O SoftBank Group anunciou um compromisso formal para desenvolver e operar cinco gigawatts de capacidade em data centers voltados exclusivamente para inteligência artificial na França. O projeto prevê um investimento que pode alcançar a marca de 75 bilhões de euros, o equivalente a cerca de 87,5 bilhões de dólares, consolidando-se como a maior alocação de capital em infraestrutura de IA já realizada pela companhia no continente europeu até o momento.
A movimentação do conglomerado japonês, historicamente conhecido por suas teses agressivas de venture capital global através do Vision Fund, reflete uma reorientação estratégica clara em direção à camada física da computação de alto desempenho. O anúncio ocorre em um momento de tração mais ampla para o ecossistema tecnológico francês, que paralelamente continua a atrair capital estrangeiro inédito para suas startups de software e segurança cibernética, evidenciando um amadurecimento em múltiplas frentes.
A escala do capital na infraestrutura de inteligência artificial
O volume financeiro e a capacidade energética projetados pelo SoftBank ilustram a magnitude das exigências de capital para sustentar a atual geração de inteligência artificial. Com a meta de erguer cinco gigawatts em instalações, o projeto francês se posiciona para abrigar a maior infraestrutura dedicada à IA de toda a Europa. O SoftBank, um dos investidores de tecnologia mais influentes do mundo, sinaliza com este movimento que a competição global por liderança em inteligência artificial depende cada vez mais do acesso direto a instalações de processamento em escala industrial.

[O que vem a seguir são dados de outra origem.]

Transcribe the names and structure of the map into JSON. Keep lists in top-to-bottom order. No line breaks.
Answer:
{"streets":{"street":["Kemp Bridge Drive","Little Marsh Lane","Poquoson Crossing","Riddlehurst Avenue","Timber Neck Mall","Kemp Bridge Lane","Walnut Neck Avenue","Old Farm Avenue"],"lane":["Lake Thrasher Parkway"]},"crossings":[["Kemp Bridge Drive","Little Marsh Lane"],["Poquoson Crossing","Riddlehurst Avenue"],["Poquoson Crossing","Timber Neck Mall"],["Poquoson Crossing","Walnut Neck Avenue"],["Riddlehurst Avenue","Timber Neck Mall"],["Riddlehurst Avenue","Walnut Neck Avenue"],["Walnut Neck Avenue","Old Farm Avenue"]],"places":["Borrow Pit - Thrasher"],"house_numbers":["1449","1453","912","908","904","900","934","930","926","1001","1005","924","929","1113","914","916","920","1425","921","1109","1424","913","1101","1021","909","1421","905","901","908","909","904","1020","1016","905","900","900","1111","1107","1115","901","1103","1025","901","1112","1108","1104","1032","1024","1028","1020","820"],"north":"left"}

A escolha da França como sede para um investimento potencial de até 75 bilhões de euros destaca o país no mapa europeu de data centers, uma infraestrutura que se tornou o gargalo crítico para o treinamento e a inferência de modelos de fundação avançados. Embora os detalhes específicos sobre o cronograma de desembolso e a execução física das obras ainda demandem acompanhamento do mercado, o compromisso estabelece um novo patamar de investimento privado em capacidade computacional na região. A estratégia distancia-se das rodadas tradicionais de software para focar na construção de ativos reais, complexos e altamente intensivos em energia.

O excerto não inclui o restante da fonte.